START Dataset records

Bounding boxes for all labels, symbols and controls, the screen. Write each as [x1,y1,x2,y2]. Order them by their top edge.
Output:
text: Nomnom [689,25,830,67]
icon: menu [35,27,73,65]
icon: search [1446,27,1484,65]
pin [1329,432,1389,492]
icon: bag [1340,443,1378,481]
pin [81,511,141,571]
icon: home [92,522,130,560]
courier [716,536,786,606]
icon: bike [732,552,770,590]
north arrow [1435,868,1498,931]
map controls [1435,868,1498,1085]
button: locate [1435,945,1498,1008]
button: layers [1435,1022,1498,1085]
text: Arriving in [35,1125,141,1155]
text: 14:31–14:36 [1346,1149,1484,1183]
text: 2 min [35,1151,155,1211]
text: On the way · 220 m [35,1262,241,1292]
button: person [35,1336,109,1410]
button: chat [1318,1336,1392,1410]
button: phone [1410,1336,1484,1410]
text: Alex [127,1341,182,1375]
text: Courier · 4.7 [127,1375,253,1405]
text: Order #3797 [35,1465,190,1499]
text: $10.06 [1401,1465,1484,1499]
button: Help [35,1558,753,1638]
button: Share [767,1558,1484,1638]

END Dataset records

**Exercise directions**: Retype each record, matching it exactly.

**Finished task**:
Bounding boxes for all labels, symbols and controls, the screen. Write each as [x1,y1,x2,y2]. Order them by their top edge.
Output:
text: Nomnom [689,25,830,67]
icon: menu [35,27,73,65]
icon: search [1446,27,1484,65]
pin [1329,432,1389,492]
icon: bag [1340,443,1378,481]
pin [81,511,141,571]
icon: home [92,522,130,560]
courier [716,536,786,606]
icon: bike [732,552,770,590]
north arrow [1435,868,1498,931]
map controls [1435,868,1498,1085]
button: locate [1435,945,1498,1008]
button: layers [1435,1022,1498,1085]
text: Arriving in [35,1125,141,1155]
text: 14:31–14:36 [1346,1149,1484,1183]
text: 2 min [35,1151,155,1211]
text: On the way · 220 m [35,1262,241,1292]
button: person [35,1336,109,1410]
button: chat [1318,1336,1392,1410]
button: phone [1410,1336,1484,1410]
text: Alex [127,1341,182,1375]
text: Courier · 4.7 [127,1375,253,1405]
text: Order #3797 [35,1465,190,1499]
text: $10.06 [1401,1465,1484,1499]
button: Help [35,1558,753,1638]
button: Share [767,1558,1484,1638]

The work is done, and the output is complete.